Meso VR, an educational project created by Dallas based studio Eightfold VR, introduces you to the world of the Maya by taking you back to 900AD to see one of the ruins brought to life.
Meso VR first presents you with a quick history lesson of pre-Colombian Mesoamerica that takes you through a mapped timeline of the Central American culture’s birth, rise, and eventual fall to Spanish conquistadors. It’s engaging, and just enough information to tickle my curiosity without smothering me with dates and extraneous facts—like a quick summary you’d see in a grade school textbook—except, you know, not boring.
Model houses and stone temples appear and disappear to explain where (and more importantly how) the Maya became the dominant culture in the area.
The experience then transports you to a plaza in the the center of the modern day Hochob archaeological zone, which according to the narrator is actually Mayan for “the place of the corn stalks.” The exact timeline isn’t known, but historians estimate the ceremonial structures were built between 800-900AD. A handy map can be brought up so you can orient yourself with the archaeological site too as you listen to indigenous Mayan fire flute.
After a quick explanation of Structure II’s architecture—modeled to look like a giant monster’s mouth with gnashing teeth—you’re then transported to the year 900AD to see the stucco building in it’s full vibrancy and color.
I would have like to have gone into the building to explore its murals, or at very least walk around it to get a better view, but the experience for now is exclusively ‘on rails’. The narrator tells you that Structure II is theorized to be modeled after a cave, as ancient Maya saw them as portals into the spirit world, so it could possibly serve the same purpose.
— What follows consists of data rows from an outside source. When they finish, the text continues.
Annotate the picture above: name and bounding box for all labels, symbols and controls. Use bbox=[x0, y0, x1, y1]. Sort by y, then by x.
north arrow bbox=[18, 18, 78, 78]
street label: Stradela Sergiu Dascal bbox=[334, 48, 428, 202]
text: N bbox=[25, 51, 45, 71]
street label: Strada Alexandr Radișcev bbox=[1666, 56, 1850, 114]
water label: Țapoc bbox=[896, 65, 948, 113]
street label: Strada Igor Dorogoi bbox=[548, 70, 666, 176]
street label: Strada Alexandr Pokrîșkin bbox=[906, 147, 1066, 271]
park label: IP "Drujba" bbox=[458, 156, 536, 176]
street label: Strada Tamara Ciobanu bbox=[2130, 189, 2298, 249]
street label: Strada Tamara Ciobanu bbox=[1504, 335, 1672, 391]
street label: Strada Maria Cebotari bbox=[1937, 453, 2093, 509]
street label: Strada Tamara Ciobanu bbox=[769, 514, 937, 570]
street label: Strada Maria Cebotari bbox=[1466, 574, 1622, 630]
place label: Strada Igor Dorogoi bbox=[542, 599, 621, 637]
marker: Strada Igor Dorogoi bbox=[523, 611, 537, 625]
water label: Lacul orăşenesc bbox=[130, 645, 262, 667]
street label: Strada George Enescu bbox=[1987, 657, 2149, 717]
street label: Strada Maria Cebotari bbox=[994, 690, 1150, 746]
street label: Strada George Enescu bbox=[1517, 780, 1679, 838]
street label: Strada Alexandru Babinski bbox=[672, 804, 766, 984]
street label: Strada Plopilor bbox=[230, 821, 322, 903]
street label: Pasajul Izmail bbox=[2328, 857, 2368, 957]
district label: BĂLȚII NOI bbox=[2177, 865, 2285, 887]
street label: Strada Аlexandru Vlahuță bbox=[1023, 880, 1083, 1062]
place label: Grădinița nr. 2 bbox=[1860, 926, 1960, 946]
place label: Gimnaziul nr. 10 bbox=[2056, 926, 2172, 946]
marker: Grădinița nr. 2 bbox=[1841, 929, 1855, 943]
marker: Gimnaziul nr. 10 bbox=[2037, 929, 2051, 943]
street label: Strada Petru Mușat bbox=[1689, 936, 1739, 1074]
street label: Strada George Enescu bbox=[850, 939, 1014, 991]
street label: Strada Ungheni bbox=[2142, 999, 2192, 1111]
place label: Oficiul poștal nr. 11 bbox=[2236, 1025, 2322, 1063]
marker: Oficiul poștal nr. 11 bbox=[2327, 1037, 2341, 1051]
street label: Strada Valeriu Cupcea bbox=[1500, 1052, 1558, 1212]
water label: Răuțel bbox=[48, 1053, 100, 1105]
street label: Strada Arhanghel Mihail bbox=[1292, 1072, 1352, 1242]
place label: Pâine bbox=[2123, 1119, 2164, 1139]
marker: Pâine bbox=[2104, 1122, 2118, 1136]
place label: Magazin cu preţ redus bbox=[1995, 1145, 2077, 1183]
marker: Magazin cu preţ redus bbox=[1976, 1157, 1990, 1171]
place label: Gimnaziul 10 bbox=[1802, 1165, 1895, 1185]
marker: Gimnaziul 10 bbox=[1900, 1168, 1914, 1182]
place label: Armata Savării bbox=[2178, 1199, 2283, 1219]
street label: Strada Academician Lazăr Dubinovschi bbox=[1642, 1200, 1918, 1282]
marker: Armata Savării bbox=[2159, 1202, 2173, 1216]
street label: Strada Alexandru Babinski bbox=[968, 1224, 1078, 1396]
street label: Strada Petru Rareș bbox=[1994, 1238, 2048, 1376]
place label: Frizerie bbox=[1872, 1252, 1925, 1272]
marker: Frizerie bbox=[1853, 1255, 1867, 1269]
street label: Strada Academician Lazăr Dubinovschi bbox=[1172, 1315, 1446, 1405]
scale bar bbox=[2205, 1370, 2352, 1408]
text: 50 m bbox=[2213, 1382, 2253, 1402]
Just hearing this gives me same neurological itch I so desperately need to scratch when endlessly clicking through Wikipedia links, and hope that Eightfold can gather enough historical resources to faithfully recreate more of the buildings exteriors and interiors.
In the end, the 10 minutes it took me to go through both the timeline and the outside exploration of the building left a much larger impression on me than I thought it would, and successfully plugged itself directly into the hole in my brain created by the Back to the Future films and cartoons like The Magic School Bus (1994). I only wish I could have experienced the power of first-person experiences like Meso VR in a classroom setting, and envy the kids growing up now for the information-rich VR field trips they’re bound to go on in the near future.
We’ll be keeping an eye out for Eightfold’s next installment of Meso VR, which promises to recreate more structures from the area.